Meanwhile, Audrey and a Charlotte took off on Char’s “Last Hurrah” traveling in Europe before she graduates next Spring and returns in eight months to the U.S. for college. As Brian prepared a couple months ago to buy tickets for Christmas in Washington, Charlotte said, “Why would I want to spend Christmas in Washington State when I will be there for the next four years in college, if instead I can hop up to Europe and get a few more stamps in my passport from countries I have not visited yet?” So she and Audrey planned a trip to Munich, Prague, and Budapest – including some travel by train, Char’s favorite mode of transportation.

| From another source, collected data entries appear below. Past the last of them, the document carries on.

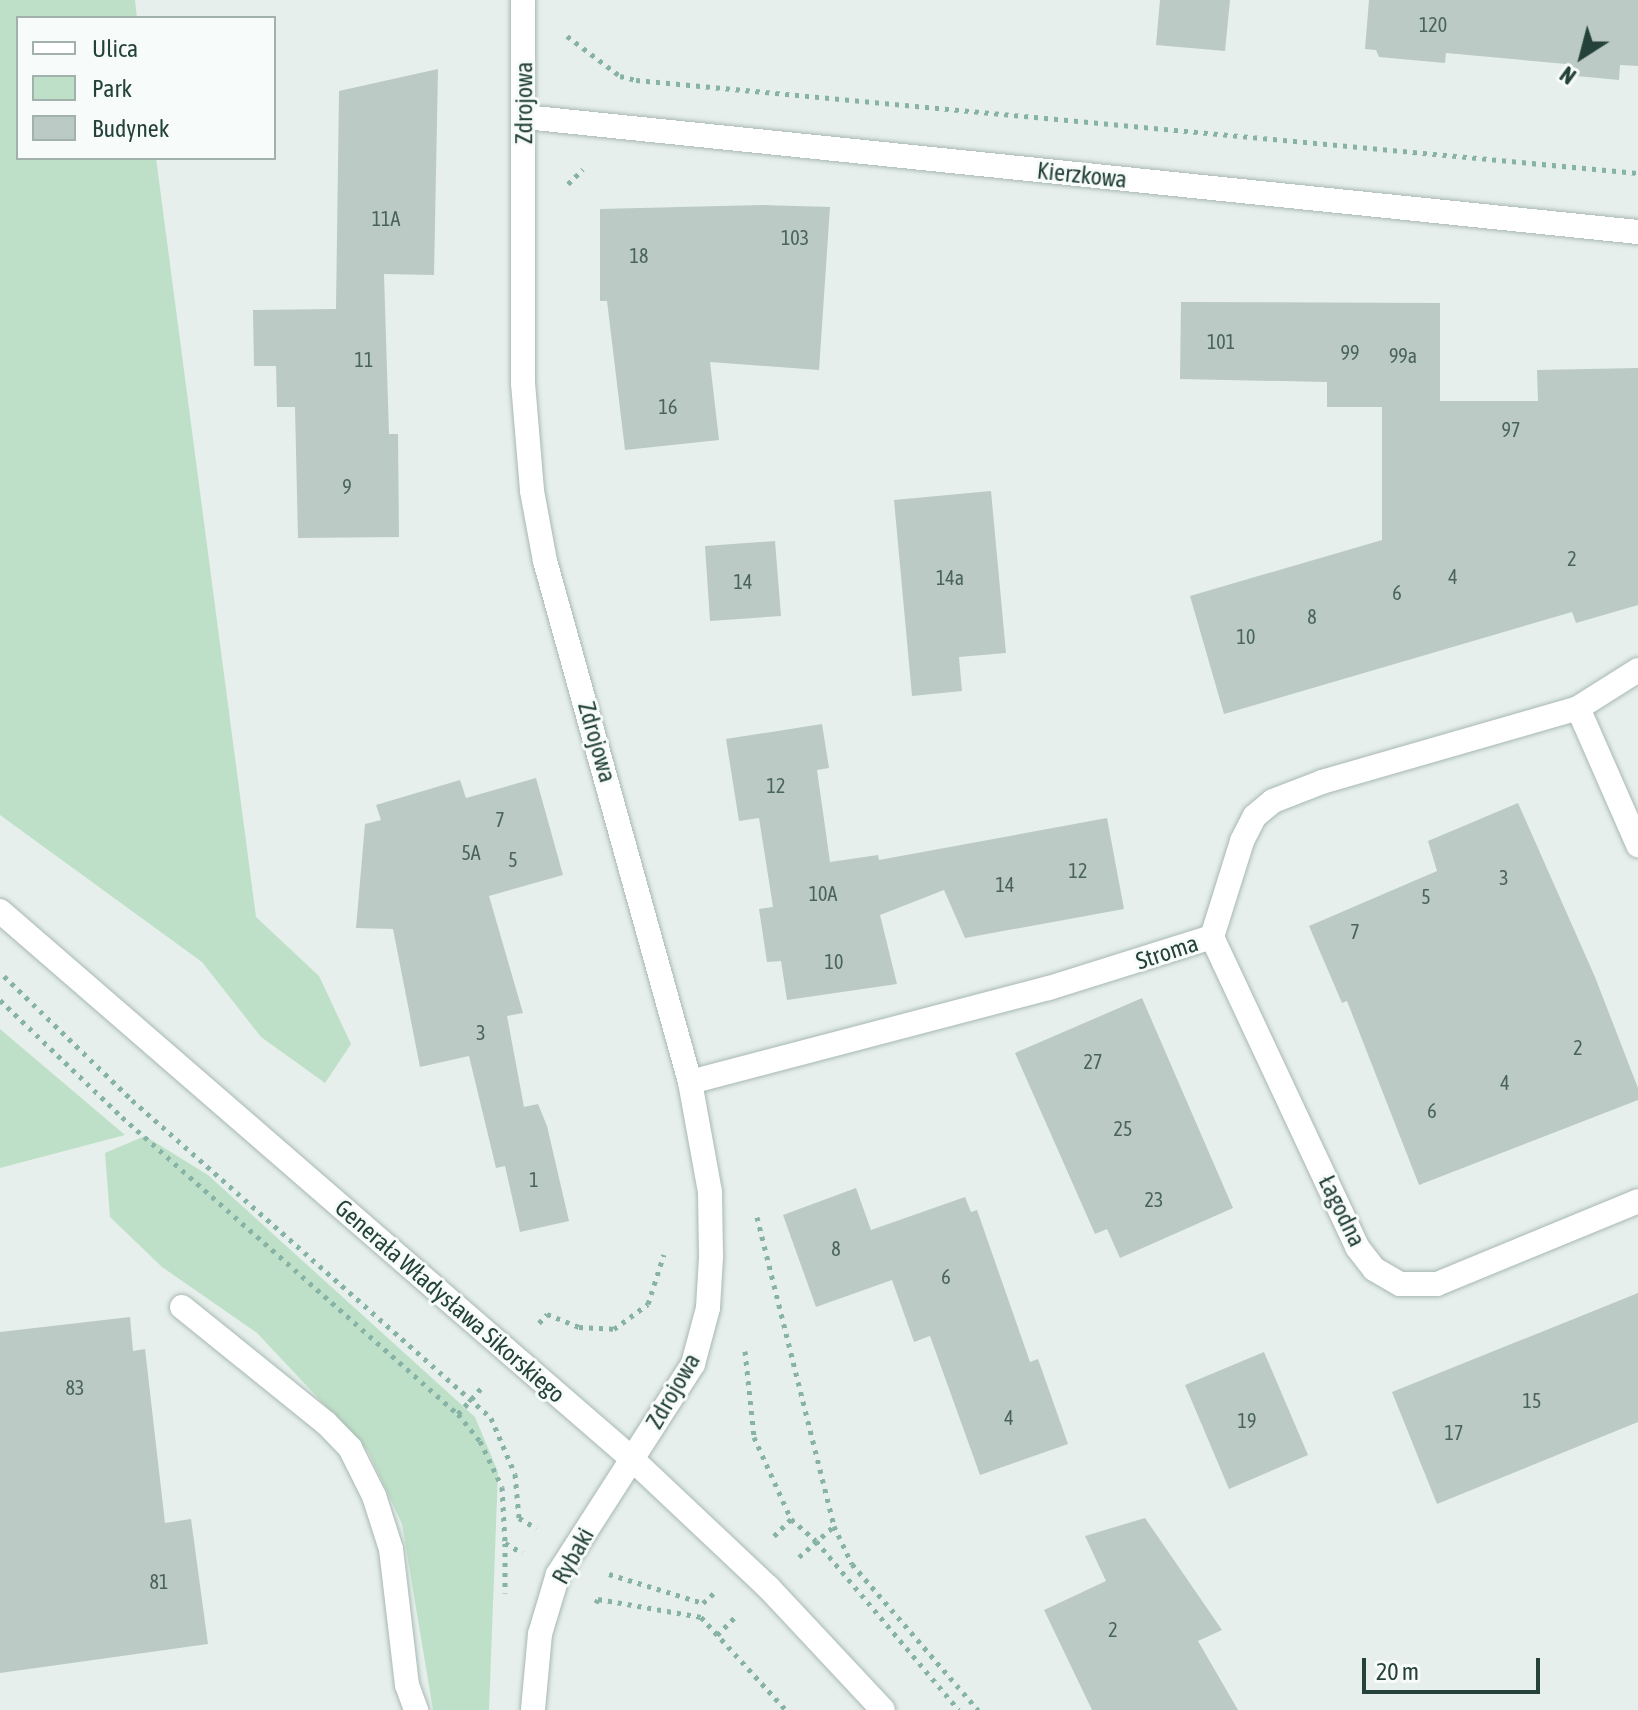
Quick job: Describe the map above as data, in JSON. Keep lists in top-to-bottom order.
{
  "streets": {
    "street": [
      "Zdrojowa",
      "Kierzkowa",
      "Stroma",
      "Łagodna",
      "Generała Władysława Sikorskiego",
      "Rybaki"
    ]
  },
  "crossings": [
    ["Zdrojowa", "Kierzkowa"],
    ["Zdrojowa", "Stroma"],
    ["Zdrojowa", "Generała Władysława Sikorskiego"],
    ["Zdrojowa", "Rybaki"],
    ["Stroma", "Łagodna"],
    ["Generała Władysława Sikorskiego", "Rybaki"]
  ],
  "house_numbers": [
    "120",
    "11A",
    "103",
    "18",
    "101",
    "99",
    "99a",
    "11",
    "16",
    "97",
    "9",
    "2",
    "4",
    "14a",
    "14",
    "6",
    "8",
    "10",
    "12",
    "7",
    "5A",
    "5",
    "12",
    "3",
    "14",
    "10A",
    "5",
    "7",
    "10",
    "3",
    "2",
    "27",
    "4",
    "6",
    "25",
    "1",
    "23",
    "8",
    "6",
    "83",
    "15",
    "4",
    "19",
    "17",
    "81",
    "2"
  ],
  "legend": ["Ulica", "Park", "Budynek"],
  "scale_bar": "20 m",
  "north": "bottom left"
}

They have packed much into their time – a Christmas Village and a trip to Dachau Concentration Camp in Germany; arriving in Prague on Christmas Eve Day, exploring the historic city as Audrey begins to think it may rival Italy as a prospective retirement palace for us, and Charlotte attending Christmas Day Mass at the big, old, beautiful St. Vitus church; and then on to Hungary to see the Blue Danube and eat Hungarian bread and Dobos Cake. Small world reminders come not only from the simple feasibility of hitting pieces of Germany, Czech Republic, and Hungary in a short period of time, but also from the encounters they have had. One day on the street they ran into a George Washington Academy teacher who had flown with Brian to Lisbon before making a connection to another European Christmas destination. On Christmas Eve they had dinner with friends from our Virginia days whom we had not seen in 15 years, but who now live in Italy and happened also to be in Prague for Christmas. And on Christmas Day they visited Brian’s college friend Lyle – who came to Czech Republic nearly 30 years ago to visit a friend and stayed – and his Czech family who live a short commuter train ride outside Prague, and who we had not seen in more than two decades until they visited us in Casablanca two weeks ago amid their family tour of Morocco.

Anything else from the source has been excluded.